Tutorial 3 - Creating CSV Files
The main format used to load data into a STEMgis database is a CSV format. There are a number of different styles to the format but basically it follows the design shown below including, header block, row headers, column headers and data block. There are separate files for spatial and attribute data.
In this tutorial we will reformat some text and Excel Spreadsheet data that has been delivered to us from a number of sources. The data represent some water quality measurements that have been collected from several locations on rivers in the north of England.

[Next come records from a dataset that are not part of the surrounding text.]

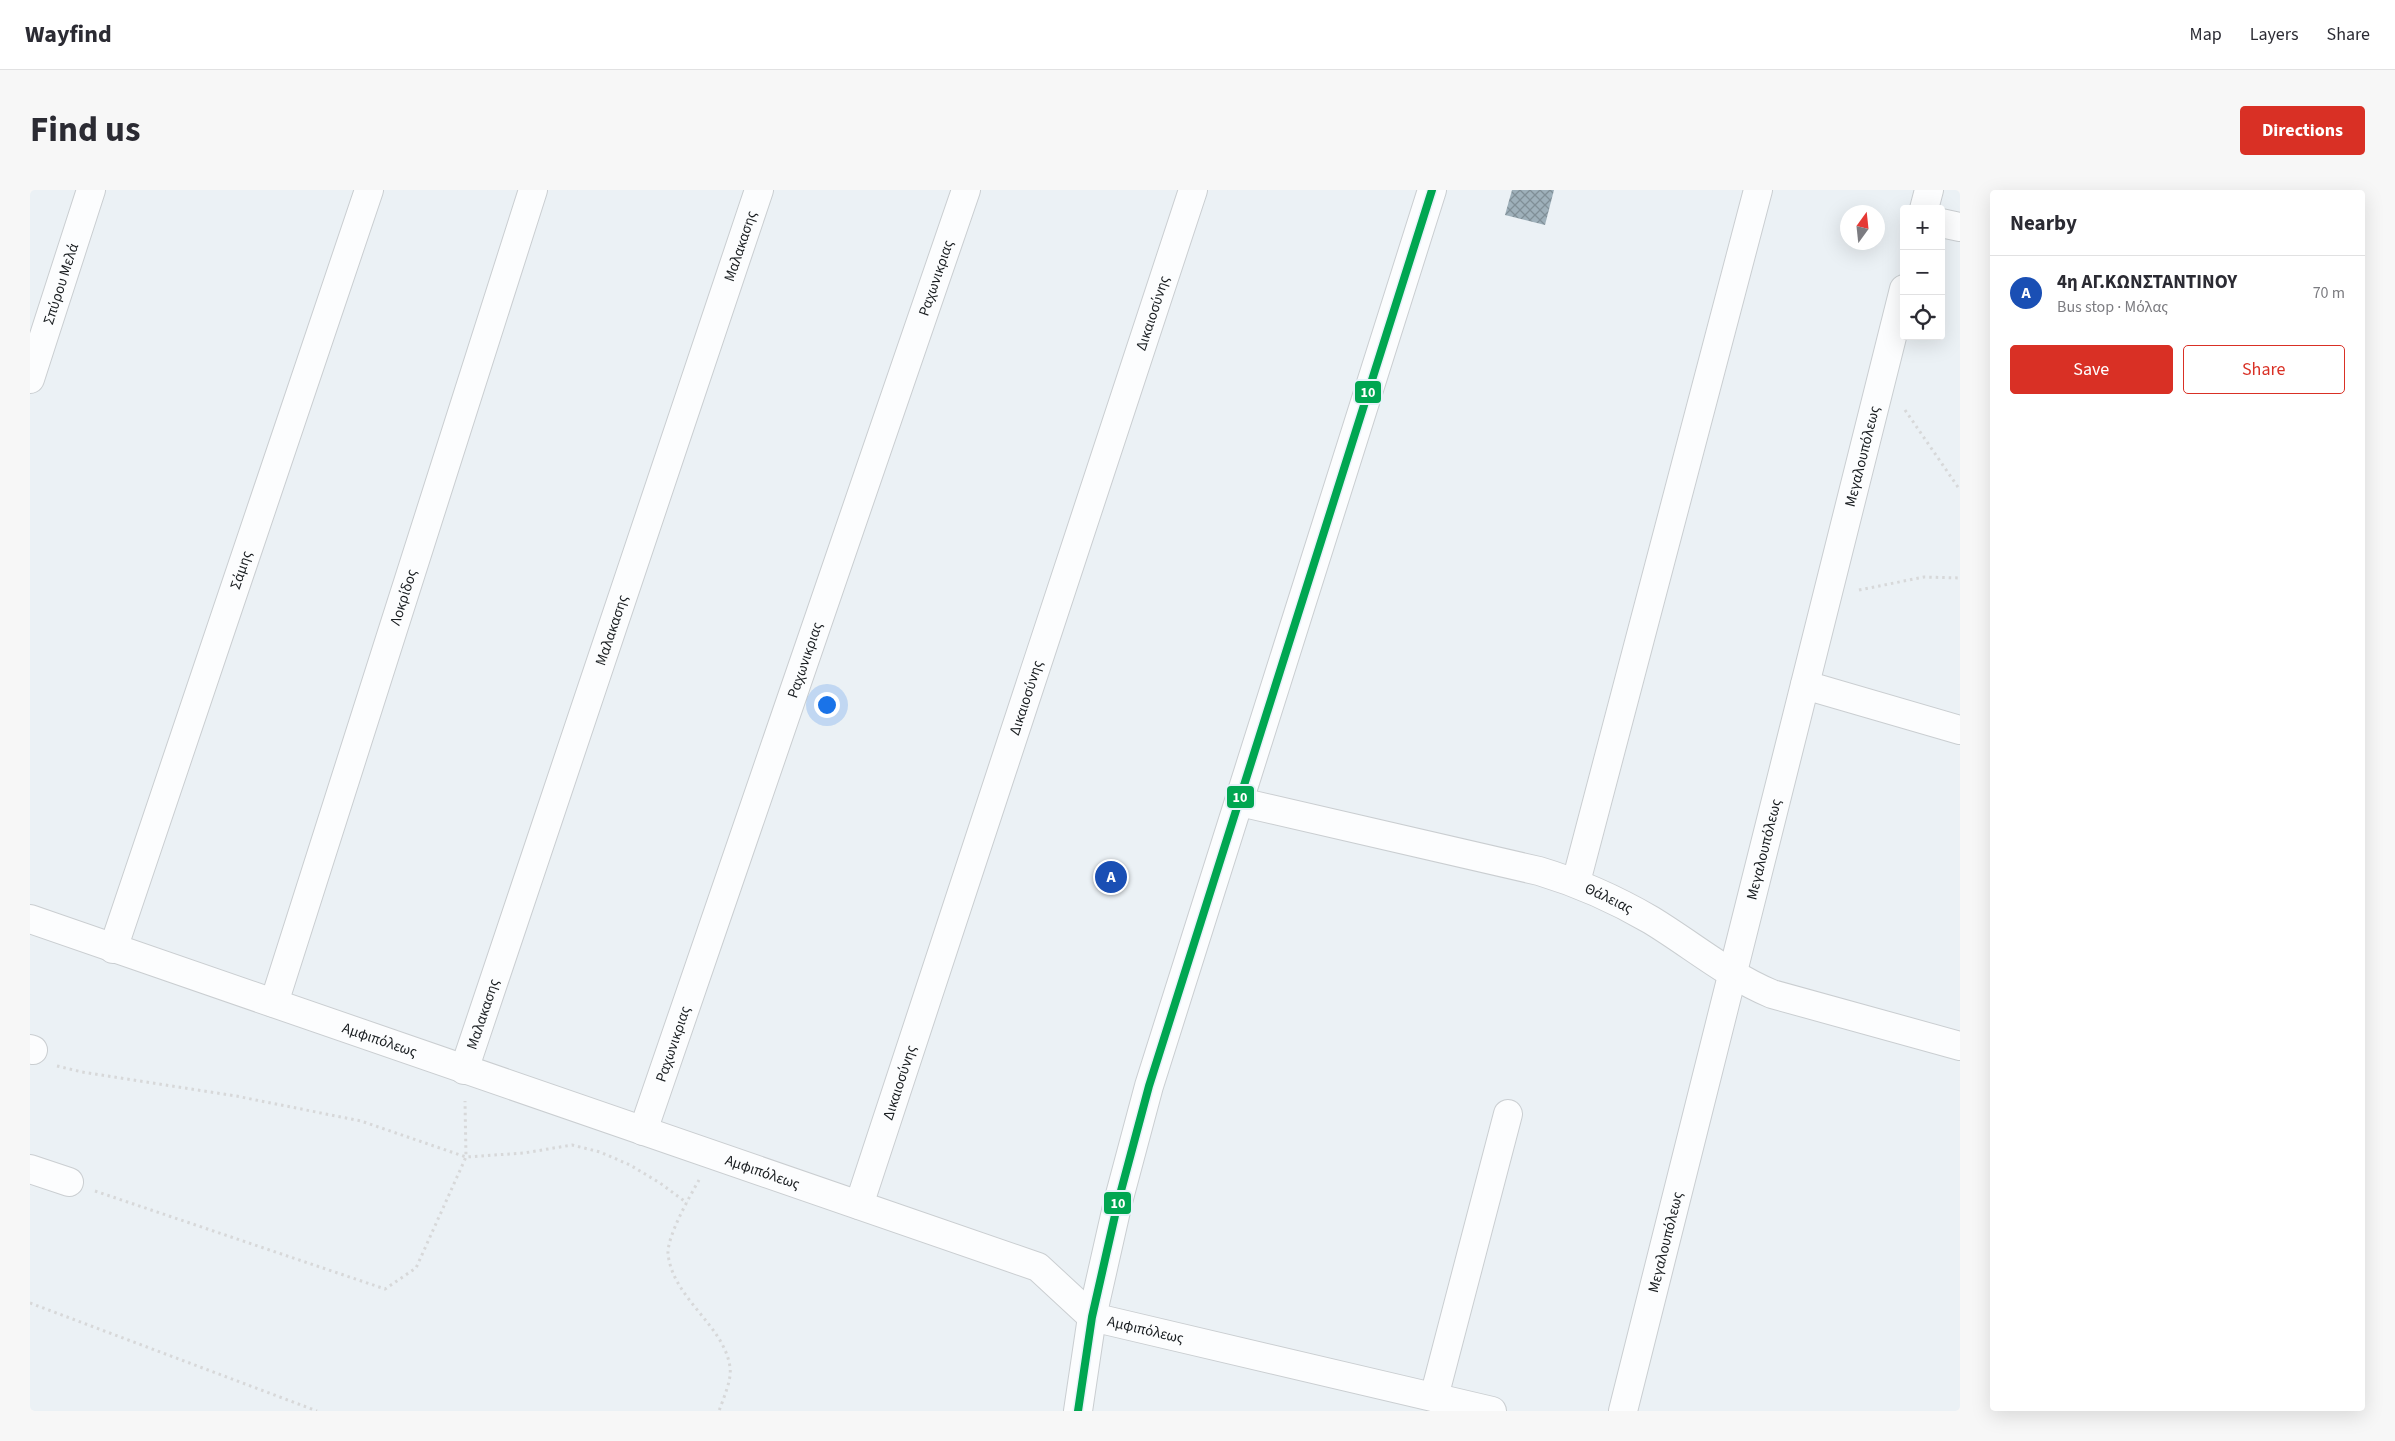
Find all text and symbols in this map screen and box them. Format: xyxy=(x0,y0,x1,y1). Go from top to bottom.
text: Wayfind xyxy=(25,17,112,52)
text: Map xyxy=(2190,22,2222,47)
text: Layers xyxy=(2250,22,2299,47)
text: Share xyxy=(2327,22,2370,47)
text: Find us xyxy=(30,105,140,155)
button: Directions xyxy=(2240,106,2365,155)
north arrow xyxy=(1840,205,1885,250)
map controls xyxy=(1900,205,1945,340)
button: + xyxy=(1900,205,1945,250)
street label: Μαλακασης xyxy=(719,207,762,284)
text: Nearby xyxy=(2010,208,2077,238)
street label: Ραχωνικριας xyxy=(913,237,959,319)
street label: Σπύρου Μελά xyxy=(38,240,84,327)
button: − xyxy=(1900,250,1945,295)
text: 4η ΑΓ.ΚΩΝΣΤΑΝΤΙΝΟΥ xyxy=(2057,269,2237,296)
street label: Δικαιοσύνης xyxy=(1130,272,1175,353)
text: A xyxy=(2021,282,2031,304)
text: 70 m xyxy=(2313,282,2345,304)
button: locate xyxy=(1900,295,1945,340)
text: Bus stop · Μόλας xyxy=(2057,296,2168,318)
button: Save xyxy=(2010,345,2173,394)
button: Share xyxy=(2183,345,2345,394)
line badge: 10 xyxy=(1354,380,1382,404)
text: 10 xyxy=(1361,383,1375,403)
street label: Μεγαλουπόλεως xyxy=(1839,403,1885,509)
street label: Σάμης xyxy=(225,547,257,592)
street label: Λοκρίδος xyxy=(385,566,422,628)
street label: Μαλακασης xyxy=(590,591,633,668)
street label: Ραχωνικριας xyxy=(782,619,828,701)
street label: Δικαιοσύνης xyxy=(1004,657,1048,738)
your location xyxy=(814,692,840,718)
line badge: 10 xyxy=(1226,785,1255,809)
text: 10 xyxy=(1233,788,1247,808)
street label: Μεγαλουπόλεως xyxy=(1741,796,1787,902)
pin: A xyxy=(1095,858,1127,896)
street label: Θάλειας xyxy=(1582,878,1637,919)
street label: Μαλακασης xyxy=(461,975,505,1052)
street label: Ραχωνικριας xyxy=(650,1003,696,1085)
street label: Αμφιπόλεως xyxy=(340,1017,420,1063)
street label: Δικαιοσύνης xyxy=(877,1042,922,1123)
street label: Αμφιπόλεως xyxy=(722,1149,803,1195)
street label: Μεγαλουπόλεως xyxy=(1643,1189,1688,1295)
line badge: 10 xyxy=(1103,1191,1132,1215)
text: 10 xyxy=(1111,1194,1125,1214)
street label: Αμφιπόλεως xyxy=(1105,1310,1186,1349)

This tutorial assumes that you have Microsoft Excel available and that you have some basic experience in using it. You can create CSV files using a text editor by inserting a comma between each 'column' value, however, the descriptions given here will be based on Excel.
Original Data
There are three files that we have been given. You can find these in the data\samples directory wherever you installed STEMgis. If you installed STEMgis in c:\Program Files\Discovery Software\STEMgis then you will find the files in c:\Program Files\Discovery Software\STEMgis\data\samples. They are called Cobalt.xls, Cobalt2.dat and Cobalt3.txt. Let's have a look at each in turn.
Cobalt.xls
This file is an Excel spreadsheet and contains cobalt data for two sites on the Swale River. The locations are given as Eastings and Northings and the cobalt data is listed in columns sorted by the cobalt value and not by the date.
Cobalt2.dat
This file includes only one site. The easting and northing is shown in line 1. The date time and cobalt value are formatted in blocks of text. The data makes up the first 11 characters on each line, the time the next 13 characters and the cobalt value the next 3 characters. This dataset appears to be sorted by date and time.
Cobalt3.txt
This file is tab delimited, where each individual data entry is separated by a Tab. The name of the site and the easting and northing are given. The date, time and value are sorted by date and time along each row rather than in a column.

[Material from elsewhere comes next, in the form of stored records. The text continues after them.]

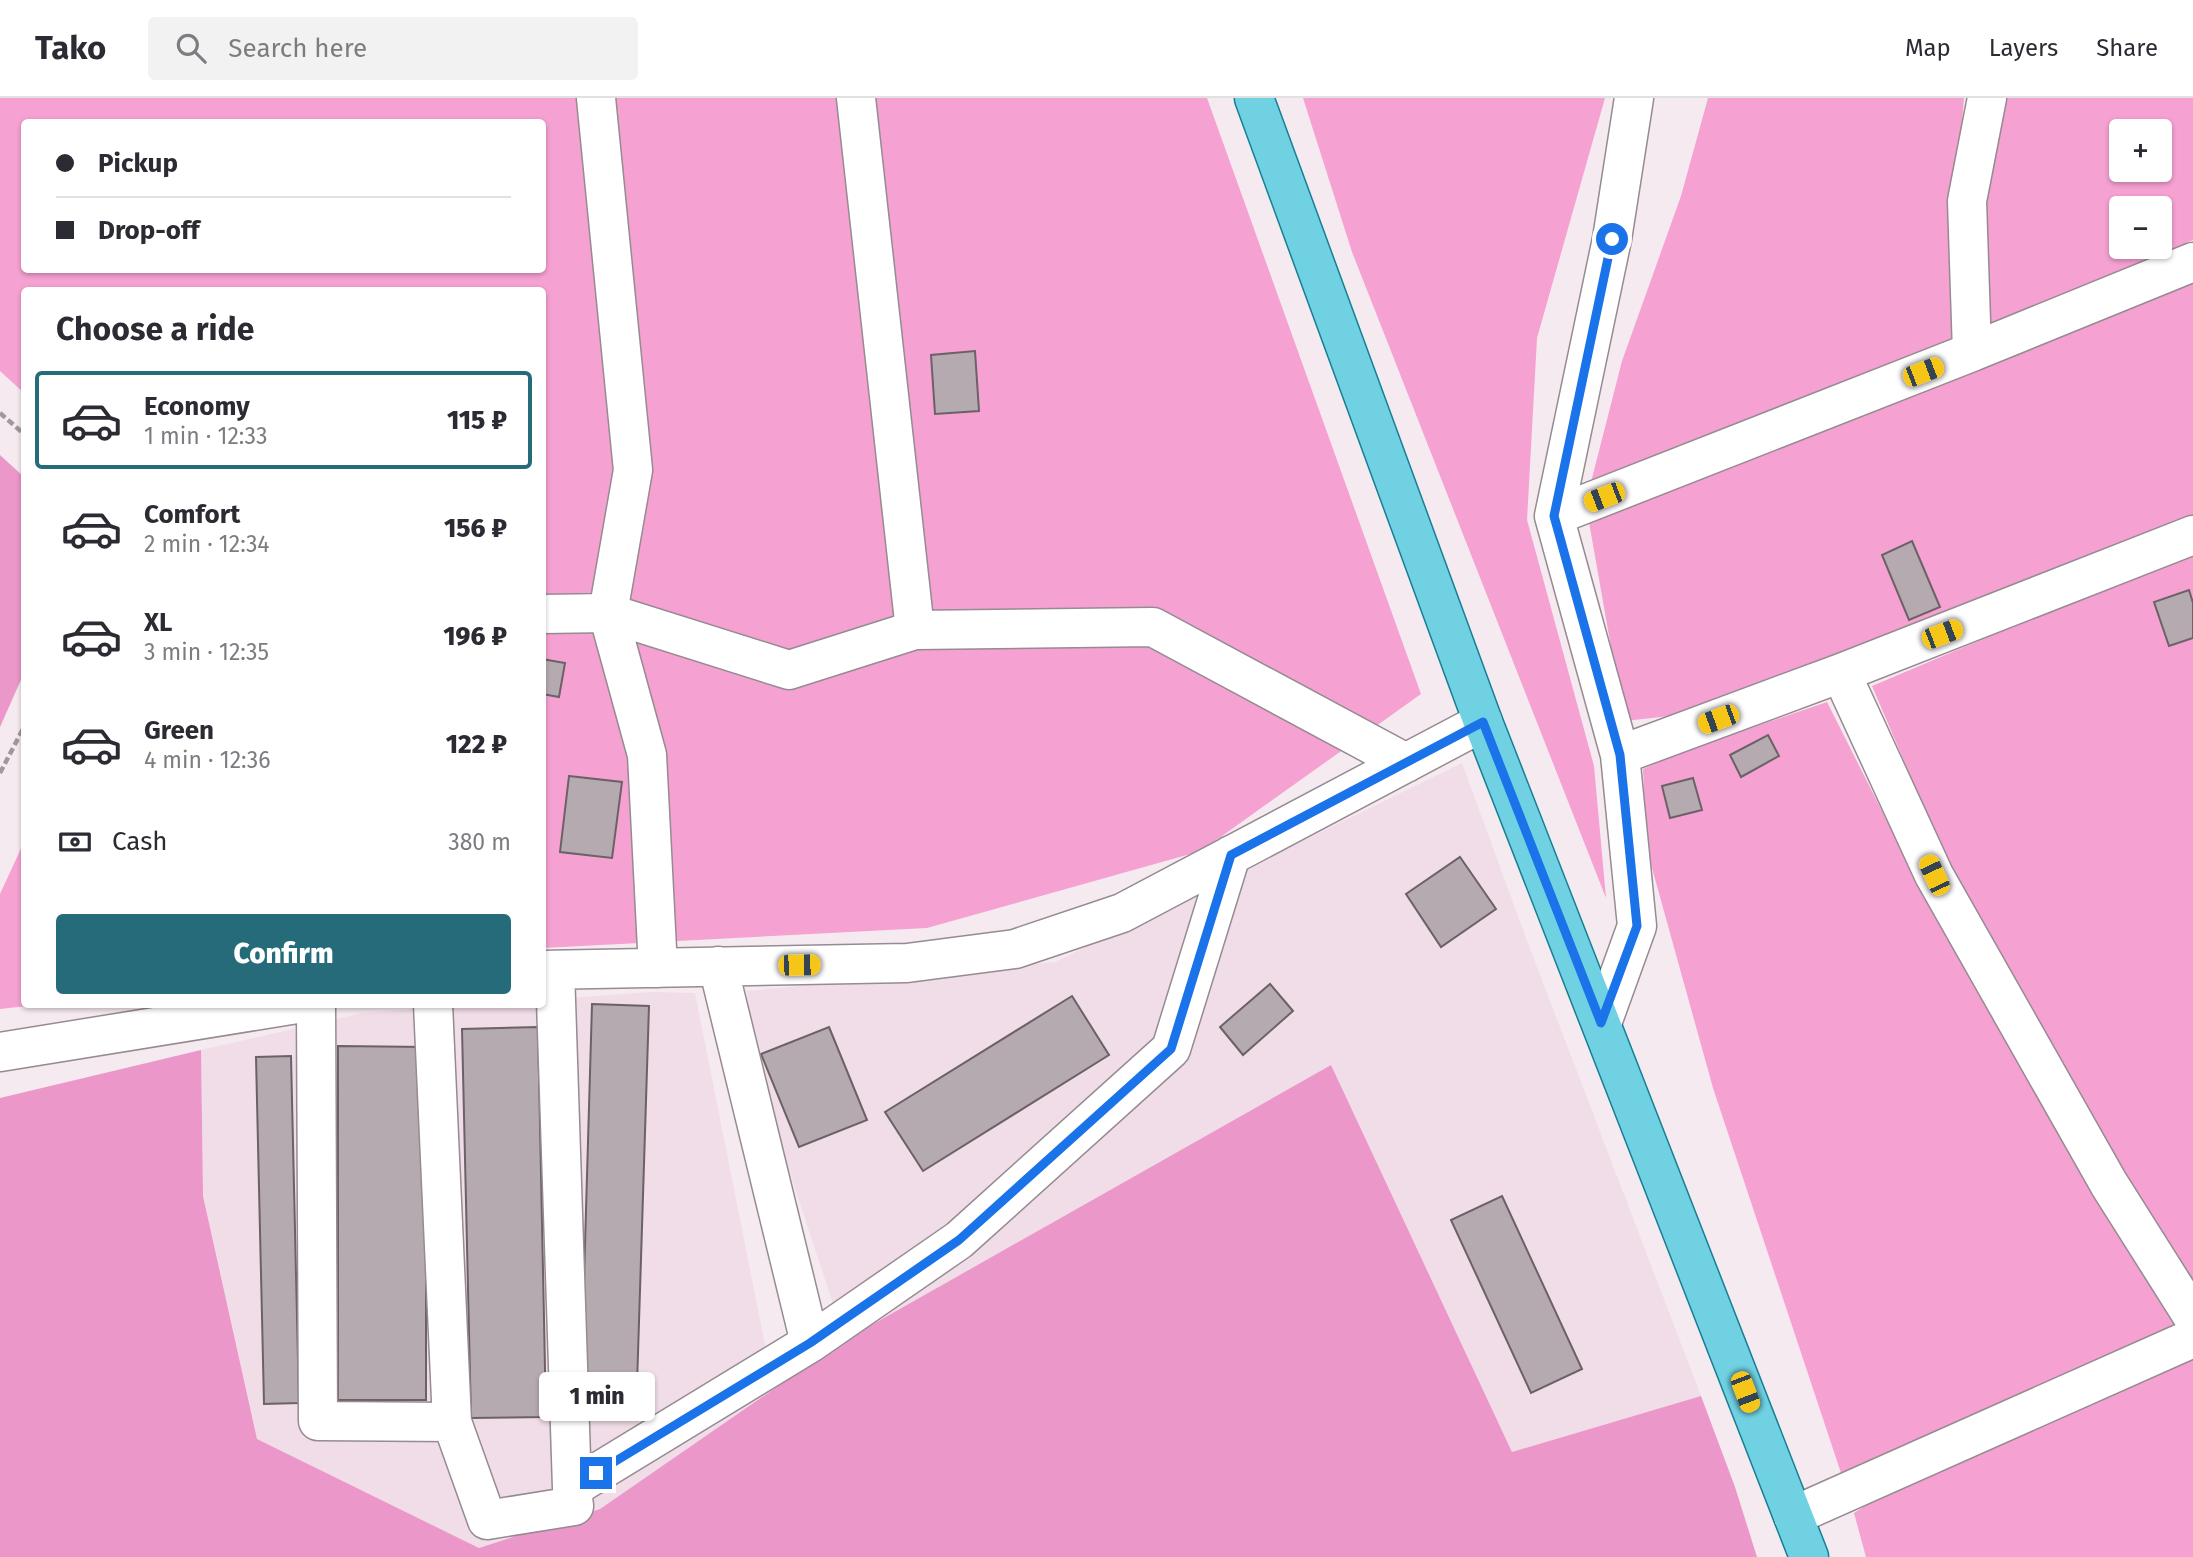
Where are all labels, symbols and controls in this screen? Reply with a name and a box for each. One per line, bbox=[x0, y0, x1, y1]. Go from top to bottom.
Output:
search box bbox=[148, 17, 638, 80]
text: Tako bbox=[35, 28, 106, 68]
icon: search bbox=[172, 29, 210, 67]
text: Search here bbox=[228, 33, 367, 64]
text: Map bbox=[1905, 34, 1951, 62]
text: Layers bbox=[1989, 34, 2058, 62]
text: Share bbox=[2096, 34, 2158, 62]
map controls bbox=[2109, 119, 2172, 259]
button: + bbox=[2109, 119, 2172, 182]
text: Pickup bbox=[98, 148, 178, 179]
button: − bbox=[2109, 196, 2172, 259]
text: Drop-off bbox=[98, 215, 200, 246]
route start bbox=[1596, 223, 1628, 255]
text: Choose a ride bbox=[56, 310, 254, 348]
car bbox=[1900, 355, 1947, 389]
icon: car bbox=[60, 389, 123, 452]
text: Economy bbox=[144, 391, 250, 422]
text: 115 ₽ bbox=[447, 405, 507, 436]
text: 1 min · 12:33 bbox=[144, 422, 267, 450]
car bbox=[1581, 480, 1628, 514]
icon: car bbox=[60, 497, 123, 560]
text: Comfort bbox=[144, 499, 240, 530]
text: 156 ₽ bbox=[444, 513, 507, 544]
text: 2 min · 12:34 bbox=[144, 530, 270, 558]
icon: car bbox=[60, 605, 123, 668]
text: XL bbox=[144, 607, 172, 638]
car bbox=[1919, 617, 1966, 651]
text: 196 ₽ bbox=[443, 621, 507, 652]
text: 3 min · 12:35 bbox=[144, 638, 269, 666]
car bbox=[1695, 702, 1742, 736]
icon: car bbox=[60, 713, 123, 776]
text: Green bbox=[144, 715, 214, 746]
text: 122 ₽ bbox=[446, 729, 507, 760]
text: 4 min · 12:36 bbox=[144, 746, 271, 774]
icon: cash bbox=[56, 823, 94, 861]
text: Cash bbox=[112, 826, 168, 857]
text: 380 m bbox=[448, 828, 511, 856]
car bbox=[1916, 852, 1953, 898]
button: Confirm bbox=[56, 914, 511, 994]
car bbox=[778, 954, 821, 976]
car bbox=[1728, 1369, 1763, 1415]
callout: 1 min bbox=[538, 1372, 654, 1420]
text: 1 min bbox=[569, 1382, 625, 1410]
route end bbox=[580, 1457, 612, 1489]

Creating a Spatial CSV file
We could create several CSV files for this data, a spatial file and attribute file for each site. However, in this case we will combine all the sites into one spatial CSV file and all the cobalt data into one attribute CSV file.
One piece of information that we have been given by our colleagues is that the co-ordinates of each site have been given in OSGB36 - the British National Grid. Before compiling our spatial file, we need to find the correct code for this projection. If you look at the alphabetical projection list you will find that the OSGB36 code is 27700. You can also use the Set Projection tool in STEMgis Viewer to find the code you are looking for.
Open a new spreadsheet in Excel and create a header block and column headings containing:
The PROJECTION line provides the projection code for all spatial data in a file.
Note: You cannot mix co-ordinates from different projections in a single file. However, you can have many spatial files for a particular dataset and each file can have a different projection code. When viewed on the map they will be displayed in whatever projection is currently being used in the Viewer.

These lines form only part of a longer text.